_Required work_. Please return every line of the records below that holds the word "none".

_Provided information_.

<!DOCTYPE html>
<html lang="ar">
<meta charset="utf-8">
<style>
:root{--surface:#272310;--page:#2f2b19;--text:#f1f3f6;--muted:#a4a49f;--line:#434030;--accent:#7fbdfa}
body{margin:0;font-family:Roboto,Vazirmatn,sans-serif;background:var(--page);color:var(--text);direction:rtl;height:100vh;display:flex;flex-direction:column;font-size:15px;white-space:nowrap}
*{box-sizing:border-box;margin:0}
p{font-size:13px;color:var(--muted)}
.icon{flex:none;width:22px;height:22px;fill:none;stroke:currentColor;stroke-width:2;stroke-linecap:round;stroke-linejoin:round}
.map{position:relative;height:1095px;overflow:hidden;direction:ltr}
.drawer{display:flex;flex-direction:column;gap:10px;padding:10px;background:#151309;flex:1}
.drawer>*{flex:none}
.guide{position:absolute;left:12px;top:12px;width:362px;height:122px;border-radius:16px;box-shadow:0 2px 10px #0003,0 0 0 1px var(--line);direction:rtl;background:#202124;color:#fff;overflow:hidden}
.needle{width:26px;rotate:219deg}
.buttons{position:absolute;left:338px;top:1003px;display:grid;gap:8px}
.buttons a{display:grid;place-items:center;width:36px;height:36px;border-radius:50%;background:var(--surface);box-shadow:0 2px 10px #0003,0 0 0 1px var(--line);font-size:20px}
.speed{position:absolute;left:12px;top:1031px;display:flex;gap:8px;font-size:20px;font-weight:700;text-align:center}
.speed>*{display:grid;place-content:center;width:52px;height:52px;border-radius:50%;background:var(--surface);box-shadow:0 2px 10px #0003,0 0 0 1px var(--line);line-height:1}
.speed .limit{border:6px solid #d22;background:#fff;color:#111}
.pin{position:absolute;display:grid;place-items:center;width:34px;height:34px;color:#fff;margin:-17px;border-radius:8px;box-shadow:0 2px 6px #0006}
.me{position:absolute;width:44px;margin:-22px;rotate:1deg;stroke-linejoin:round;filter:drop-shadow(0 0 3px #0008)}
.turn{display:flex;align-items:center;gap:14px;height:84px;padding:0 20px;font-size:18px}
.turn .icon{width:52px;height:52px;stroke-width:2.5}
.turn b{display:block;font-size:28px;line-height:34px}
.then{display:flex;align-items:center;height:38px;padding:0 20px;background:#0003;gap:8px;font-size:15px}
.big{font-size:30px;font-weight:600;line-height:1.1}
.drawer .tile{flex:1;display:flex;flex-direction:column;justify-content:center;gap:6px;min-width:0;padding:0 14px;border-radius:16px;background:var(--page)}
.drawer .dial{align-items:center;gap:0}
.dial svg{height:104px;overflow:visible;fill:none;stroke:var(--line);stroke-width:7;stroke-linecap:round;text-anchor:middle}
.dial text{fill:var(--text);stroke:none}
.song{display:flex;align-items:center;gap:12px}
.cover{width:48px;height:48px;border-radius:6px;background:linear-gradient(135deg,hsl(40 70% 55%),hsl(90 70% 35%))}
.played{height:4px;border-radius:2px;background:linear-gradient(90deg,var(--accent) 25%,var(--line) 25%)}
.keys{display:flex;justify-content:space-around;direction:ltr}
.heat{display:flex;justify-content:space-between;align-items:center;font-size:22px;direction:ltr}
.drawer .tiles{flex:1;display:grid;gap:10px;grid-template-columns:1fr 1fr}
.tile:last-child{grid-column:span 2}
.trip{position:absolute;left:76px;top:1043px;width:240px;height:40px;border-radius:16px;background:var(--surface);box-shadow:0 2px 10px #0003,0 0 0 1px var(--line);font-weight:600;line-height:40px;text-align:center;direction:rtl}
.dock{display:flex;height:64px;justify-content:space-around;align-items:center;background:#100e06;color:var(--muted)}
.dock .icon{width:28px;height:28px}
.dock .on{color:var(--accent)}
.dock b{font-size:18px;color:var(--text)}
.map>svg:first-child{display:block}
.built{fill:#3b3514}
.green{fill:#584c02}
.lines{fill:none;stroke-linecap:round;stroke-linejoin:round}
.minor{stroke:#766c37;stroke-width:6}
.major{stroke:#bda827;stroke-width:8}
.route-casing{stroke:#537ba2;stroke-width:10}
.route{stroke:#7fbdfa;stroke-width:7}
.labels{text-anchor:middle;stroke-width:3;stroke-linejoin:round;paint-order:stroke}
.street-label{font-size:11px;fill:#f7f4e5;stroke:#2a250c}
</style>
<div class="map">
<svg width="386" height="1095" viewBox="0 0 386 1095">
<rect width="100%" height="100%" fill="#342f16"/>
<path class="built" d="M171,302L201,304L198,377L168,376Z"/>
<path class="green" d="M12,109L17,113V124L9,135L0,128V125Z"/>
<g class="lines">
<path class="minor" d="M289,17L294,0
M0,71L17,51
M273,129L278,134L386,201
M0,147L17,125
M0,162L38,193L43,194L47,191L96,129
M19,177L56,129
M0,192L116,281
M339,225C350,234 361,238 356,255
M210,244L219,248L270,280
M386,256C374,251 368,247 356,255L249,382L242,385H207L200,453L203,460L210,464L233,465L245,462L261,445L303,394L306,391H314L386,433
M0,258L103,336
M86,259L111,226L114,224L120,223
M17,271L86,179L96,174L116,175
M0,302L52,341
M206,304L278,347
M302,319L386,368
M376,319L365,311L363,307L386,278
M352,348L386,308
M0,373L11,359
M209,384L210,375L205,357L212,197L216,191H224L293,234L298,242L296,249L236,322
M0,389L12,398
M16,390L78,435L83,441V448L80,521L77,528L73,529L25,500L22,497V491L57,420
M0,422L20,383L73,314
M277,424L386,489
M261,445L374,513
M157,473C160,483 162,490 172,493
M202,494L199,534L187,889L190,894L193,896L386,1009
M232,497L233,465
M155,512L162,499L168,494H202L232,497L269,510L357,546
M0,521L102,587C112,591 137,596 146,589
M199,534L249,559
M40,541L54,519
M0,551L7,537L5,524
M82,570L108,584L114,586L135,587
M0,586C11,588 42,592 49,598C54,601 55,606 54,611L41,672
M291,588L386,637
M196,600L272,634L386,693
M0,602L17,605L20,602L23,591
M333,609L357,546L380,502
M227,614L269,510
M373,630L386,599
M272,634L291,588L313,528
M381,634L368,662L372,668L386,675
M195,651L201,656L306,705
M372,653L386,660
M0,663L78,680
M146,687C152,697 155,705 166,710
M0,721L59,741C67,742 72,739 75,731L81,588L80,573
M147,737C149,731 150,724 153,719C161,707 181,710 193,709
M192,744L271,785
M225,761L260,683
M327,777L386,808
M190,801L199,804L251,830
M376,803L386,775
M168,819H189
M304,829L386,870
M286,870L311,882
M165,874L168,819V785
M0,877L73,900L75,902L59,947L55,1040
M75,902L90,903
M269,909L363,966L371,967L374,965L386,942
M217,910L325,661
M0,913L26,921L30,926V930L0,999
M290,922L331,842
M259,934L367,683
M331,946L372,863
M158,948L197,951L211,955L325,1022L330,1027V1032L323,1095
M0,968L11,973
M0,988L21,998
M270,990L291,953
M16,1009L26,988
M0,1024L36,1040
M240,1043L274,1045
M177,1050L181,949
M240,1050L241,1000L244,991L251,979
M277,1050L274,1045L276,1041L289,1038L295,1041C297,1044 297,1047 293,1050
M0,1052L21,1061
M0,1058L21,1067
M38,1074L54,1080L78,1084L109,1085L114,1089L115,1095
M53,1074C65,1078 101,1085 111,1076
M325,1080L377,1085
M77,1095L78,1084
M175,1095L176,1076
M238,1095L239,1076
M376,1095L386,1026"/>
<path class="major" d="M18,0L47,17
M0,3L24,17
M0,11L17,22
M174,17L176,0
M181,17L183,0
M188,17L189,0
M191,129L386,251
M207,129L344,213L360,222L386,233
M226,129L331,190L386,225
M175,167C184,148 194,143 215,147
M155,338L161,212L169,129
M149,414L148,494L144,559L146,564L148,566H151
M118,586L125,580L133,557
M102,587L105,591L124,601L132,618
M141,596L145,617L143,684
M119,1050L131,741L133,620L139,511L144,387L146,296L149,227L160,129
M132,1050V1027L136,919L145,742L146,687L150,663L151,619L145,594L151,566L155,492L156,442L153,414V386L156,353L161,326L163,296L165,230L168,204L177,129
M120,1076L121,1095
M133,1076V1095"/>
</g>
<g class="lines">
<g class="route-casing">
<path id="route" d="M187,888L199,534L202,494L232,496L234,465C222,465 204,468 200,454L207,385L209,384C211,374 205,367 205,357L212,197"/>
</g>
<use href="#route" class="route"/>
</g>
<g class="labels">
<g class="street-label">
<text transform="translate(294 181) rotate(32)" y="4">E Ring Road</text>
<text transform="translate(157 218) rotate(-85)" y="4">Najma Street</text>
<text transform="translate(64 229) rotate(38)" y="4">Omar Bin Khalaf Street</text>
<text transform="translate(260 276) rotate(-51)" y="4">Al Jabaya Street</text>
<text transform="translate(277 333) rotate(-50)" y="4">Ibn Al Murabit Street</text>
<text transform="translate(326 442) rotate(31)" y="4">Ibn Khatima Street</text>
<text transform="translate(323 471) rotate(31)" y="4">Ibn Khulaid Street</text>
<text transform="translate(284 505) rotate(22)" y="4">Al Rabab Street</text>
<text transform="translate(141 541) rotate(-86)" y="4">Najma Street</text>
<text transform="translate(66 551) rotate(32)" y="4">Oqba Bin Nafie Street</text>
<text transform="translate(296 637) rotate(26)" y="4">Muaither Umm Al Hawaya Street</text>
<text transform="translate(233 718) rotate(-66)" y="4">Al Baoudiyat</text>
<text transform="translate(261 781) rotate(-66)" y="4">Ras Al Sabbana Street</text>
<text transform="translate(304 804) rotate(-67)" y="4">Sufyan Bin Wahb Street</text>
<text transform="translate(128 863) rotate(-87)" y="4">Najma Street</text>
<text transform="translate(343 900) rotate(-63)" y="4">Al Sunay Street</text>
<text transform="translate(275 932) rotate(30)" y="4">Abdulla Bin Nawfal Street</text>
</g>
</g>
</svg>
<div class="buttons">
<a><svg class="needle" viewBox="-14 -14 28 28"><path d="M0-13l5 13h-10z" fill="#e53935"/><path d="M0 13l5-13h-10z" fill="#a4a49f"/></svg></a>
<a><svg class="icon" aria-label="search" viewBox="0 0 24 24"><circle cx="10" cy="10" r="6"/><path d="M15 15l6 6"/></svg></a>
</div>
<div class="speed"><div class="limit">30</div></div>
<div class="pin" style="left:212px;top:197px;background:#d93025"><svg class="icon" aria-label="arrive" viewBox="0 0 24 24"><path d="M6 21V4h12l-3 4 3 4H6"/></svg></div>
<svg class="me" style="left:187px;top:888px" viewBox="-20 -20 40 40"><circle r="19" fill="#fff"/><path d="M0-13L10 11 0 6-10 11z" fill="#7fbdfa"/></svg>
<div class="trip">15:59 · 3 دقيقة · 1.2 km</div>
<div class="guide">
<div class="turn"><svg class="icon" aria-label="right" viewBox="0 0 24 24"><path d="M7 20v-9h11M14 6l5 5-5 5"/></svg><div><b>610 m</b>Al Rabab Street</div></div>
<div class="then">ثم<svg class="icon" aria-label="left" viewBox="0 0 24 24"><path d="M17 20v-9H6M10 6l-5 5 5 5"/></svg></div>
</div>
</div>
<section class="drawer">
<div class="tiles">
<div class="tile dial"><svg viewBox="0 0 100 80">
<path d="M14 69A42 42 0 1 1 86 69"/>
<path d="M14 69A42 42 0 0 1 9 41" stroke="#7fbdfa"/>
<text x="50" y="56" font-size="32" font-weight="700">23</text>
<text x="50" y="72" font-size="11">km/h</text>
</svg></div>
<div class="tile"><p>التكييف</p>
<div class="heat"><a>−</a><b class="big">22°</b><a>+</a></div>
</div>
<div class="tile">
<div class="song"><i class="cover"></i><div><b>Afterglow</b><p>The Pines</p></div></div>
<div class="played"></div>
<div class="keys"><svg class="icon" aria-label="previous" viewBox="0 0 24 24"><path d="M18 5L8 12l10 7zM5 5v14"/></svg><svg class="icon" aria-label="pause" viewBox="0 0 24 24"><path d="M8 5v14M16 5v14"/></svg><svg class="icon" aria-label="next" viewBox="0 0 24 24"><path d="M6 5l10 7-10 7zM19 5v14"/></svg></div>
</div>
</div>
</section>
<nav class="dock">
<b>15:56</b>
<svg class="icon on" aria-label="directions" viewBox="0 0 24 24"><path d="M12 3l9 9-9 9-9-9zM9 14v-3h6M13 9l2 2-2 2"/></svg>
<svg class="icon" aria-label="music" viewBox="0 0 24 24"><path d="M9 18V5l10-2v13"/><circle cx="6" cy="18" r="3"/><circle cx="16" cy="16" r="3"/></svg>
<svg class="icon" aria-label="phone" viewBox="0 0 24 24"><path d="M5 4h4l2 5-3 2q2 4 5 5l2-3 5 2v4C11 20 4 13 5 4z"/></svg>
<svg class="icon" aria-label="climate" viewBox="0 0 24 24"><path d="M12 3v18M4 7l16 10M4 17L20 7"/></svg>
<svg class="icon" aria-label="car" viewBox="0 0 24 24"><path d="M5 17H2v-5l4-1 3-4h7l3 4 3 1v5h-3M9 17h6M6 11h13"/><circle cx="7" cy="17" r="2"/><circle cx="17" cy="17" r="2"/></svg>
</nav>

_Exercise answer_.
.icon{flex:none;width:22px;height:22px;fill:none;stroke:currentColor;stroke-width:2;stroke-linecap:round;stroke-linejoin:round}
.drawer>*{flex:none}
.dial svg{height:104px;overflow:visible;fill:none;stroke:var(--line);stroke-width:7;stroke-linecap:round;text-anchor:middle}
.dial text{fill:var(--text);stroke:none}
.lines{fill:none;stroke-linecap:round;stroke-linejoin:round}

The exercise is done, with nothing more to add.